By Dave H, a reader of SHTFBlog
For the IT savvy forgive me. For the rest of you let’s start with some background information. What is the difference between data and information? An easy way to think of this is your phone book. The collection of names, numbers and addresses is data. In of itself it has no value. However, when you look up a number you retrieve information. Information is created when data is used to answer a question.
A query is a question or an interrogation of data that provides information. Metadata is simply data about data. When you call someone your conversation is the data. The metadata is the data that this number called that number on this date for this duration. Another concept is Moore’s Law (Gordon Moore pictured right). Moore’s law states that computing power will double every 2 years. Moore’s law can be roughly applied to data storage as well. Keep in mind the power of 2. So if you start with 1 in 2 years it will double to 2 in 2 more years it grows to 4 and in 2 more years it grows to 8. Enough definitions let’s talk about some history. Back in the early 1980’s I worked on an inverted list architecture data base called Model 204. When I worked on this system we were told that it was developed by the CIA. It used a bit map index structure to provide extremely fast answers to queries. However, it had problems. It was very slow to store data and if it was presented with a query that was not indexed, it would attempt to resolve the request by walking through the database one record at a time.
For example if you presented a query that said “Tell me all the oil wells drilled in Oklahoma?” M204 would instantly provide that response. That would probably be too much data. So let’s narrow the scope. Tell me all the wells in Oklahoma in these 5 counties that were operated by Anadarko. It would also give that answer instantly because all of these fields in the query were indexed when the data was stored.

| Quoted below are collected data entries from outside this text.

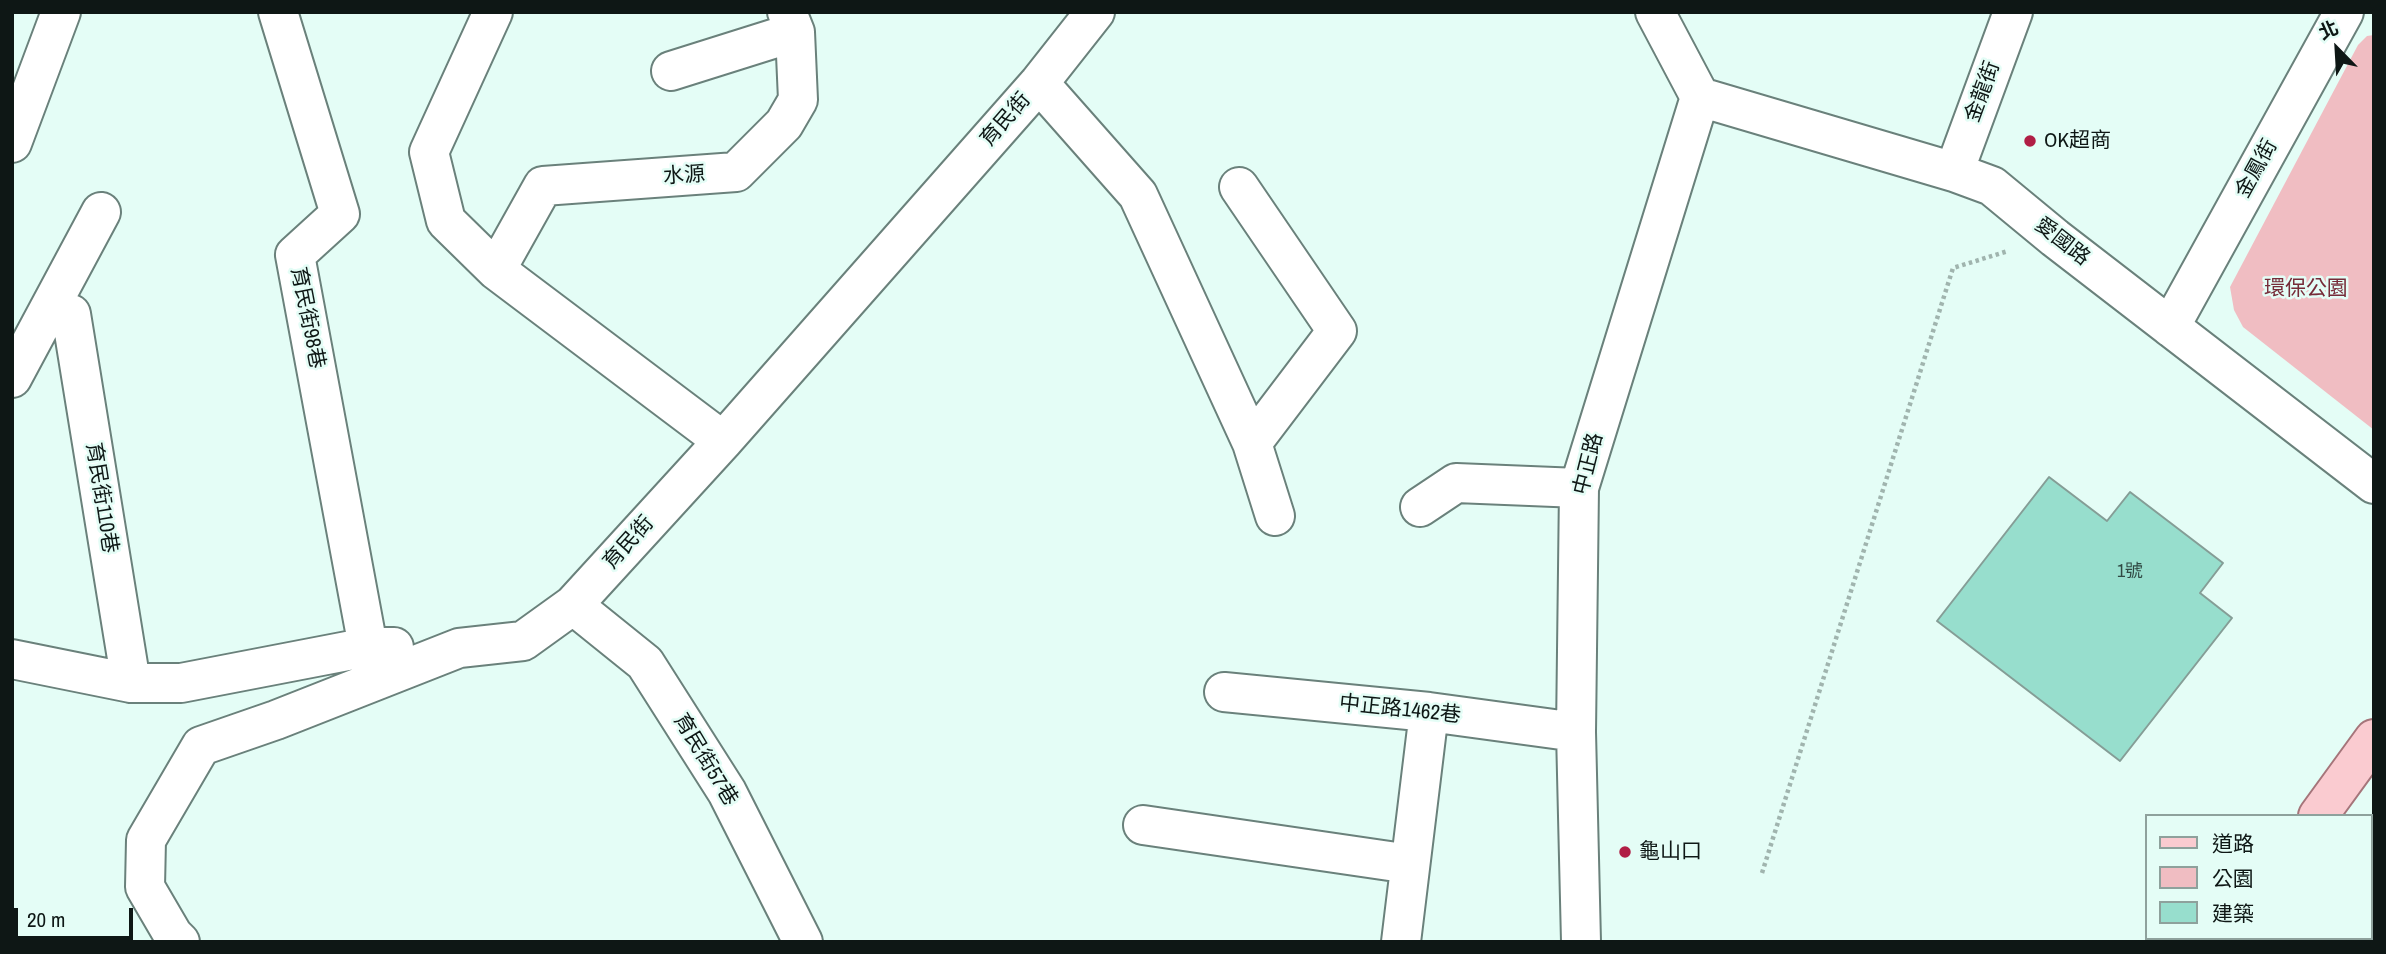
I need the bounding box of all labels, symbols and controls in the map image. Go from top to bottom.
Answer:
north arrow [2302,14,2372,84]
text: 北 [2314,14,2342,46]
street label: 金龍街 [1960,58,2006,126]
street label: 育民街 [976,88,1036,152]
place label: OK超商 [2044,128,2111,154]
marker: OK超商 [2022,133,2038,149]
street label: 金鳳街 [2231,135,2283,203]
street label: 水源 [662,162,706,190]
street label: 愛國路 [2029,213,2095,271]
street label: 育民街98巷 [285,265,329,371]
park label: 環保公園 [2264,276,2348,302]
street label: 中正路 [1569,430,1609,498]
street label: 育民街110巷 [80,441,122,555]
street label: 育民街 [599,511,659,575]
house number: 1號 [2117,561,2143,583]
street label: 中正路1462巷 [1338,691,1462,729]
street label: 育民街57巷 [668,709,742,811]
legend [2144,814,2372,940]
text: 道路 [2212,829,2254,858]
place label: 龜山口 [1639,839,1702,865]
marker: 龜山口 [1617,844,1633,860]
text: 公園 [2212,864,2254,893]
scale bar [18,894,136,938]
text: 建築 [2212,899,2254,928]
text: 20 m [27,905,65,934]

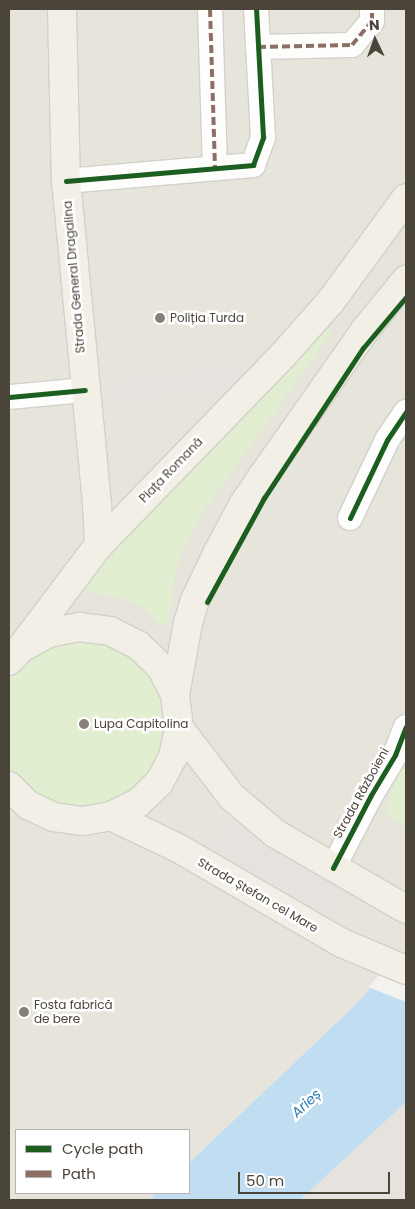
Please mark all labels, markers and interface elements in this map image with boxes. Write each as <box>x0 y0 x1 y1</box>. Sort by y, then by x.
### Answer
north arrow <box>350 15 400 65</box>
text: N <box>368 15 380 35</box>
street label: Strada General Dragalina <box>60 200 88 354</box>
place label: Poliția Turda <box>170 311 244 325</box>
marker: Poliția Turda <box>154 312 166 324</box>
street label: Piața Romană <box>136 434 206 506</box>
place label: Lupa Capitolina <box>94 717 188 731</box>
marker: Lupa Capitolina <box>78 718 90 730</box>
street label: Strada Războieni <box>330 745 392 841</box>
street label: Strada Ștefan cel Mare <box>195 855 321 935</box>
place label: Fosta fabrică de bere <box>34 998 113 1026</box>
marker: Fosta fabrică de bere <box>18 1006 30 1018</box>
water label: Arieș <box>288 1085 324 1121</box>
legend <box>15 1129 190 1194</box>
text: Cycle path <box>62 1138 143 1159</box>
scale bar <box>240 1162 392 1194</box>
text: Path <box>62 1163 96 1184</box>
text: 50 m <box>246 1170 284 1191</box>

If we added another field to the query that was not indexed the database would walk through every record to resolve the query. So, tell me all the wells drilled in Oklahoma in these five counties operated by Anadarko and used a 3” diameter pipe would take the system hours to resolve. So, 1970’s technology allowed for instant responses for queries that were predefined with the proper index structures. Another point of reference for the 1980’s is in data storage. We kept track of 3 million oil wells with 45GB of storage. To put this in context you can put 128GB of storage in an iPhone 6.
Two Kids & Enterprise Search
Let’s fast forward to the middle of the 1990’s. Google comes on the scene. It can crawl through the Internet and provide an instant response to ad hoc queries. Let’s think about what happens with a Google search. It crawls through the Internet and provides millions of pages and information about those pages instantly. Those algorithms are so complex they are listed as one of the top ten most guarded corporate secrets (Video).
So how did a 21 and a 22 year old student at Stanford come up with something so complex that to this day they remain a secret? They didn’t. These 2 guys would need to be so smart that they would make Einstein look like a drooling moron. This was the work of teams of brilliant people that took decades to complete and probably cost millions if not billions of dollars to develop. To complete this work they would have needed intimate knowledge of the Internet. They would also need to develop new index structures never seen before.
They would need to develop find new ways to store and retrieve the data. They would need to develop this in a way to scale up to millions if not billions of transactions without losing performance. But you say it could be possible that these geniuses did develop Google. You may even think that given enough monkeys with enough typewriters and enough time they too could write the World Book Encyclopedia. Well these 2 monkeys would have needed to develop new groundbreaking work in 3 years. There simply weren’t enough monkeys or enough time to pull it off. They probably developed the front end. One last point, if they were so smart where is their other ground breaking work? Chrome? Google Glass? No, they are extensions of the previous technology. So, the doubters will say that they had momentary flashes of genius. Whatever!
So, who did develop the algorithms for Google? Who would have the need to provide instant responses to ad hoc queries? Who would have the money to put the mathematicians and scientists together for an extended period of time to create this body of work? It was the CIA, DARPA or the NSA. The story on the street is it was the NSA.
Why would the NSA give these two guys their trade secrets? The answer is pretty simple. The NSA was still bound by the 4th amendment and they could not collect information on US citizens. Private corporations are not bound by the 4th amendment. They can collect any information they want and sell it to whomever they want. Just like the credit agencies collect information on you and sell it. Google can collect information on you and sell it to the NSA. This is how they got around the 4th amendment. The Patriot Act ended the restrictions and your 1st and 4th amendment rights (reference).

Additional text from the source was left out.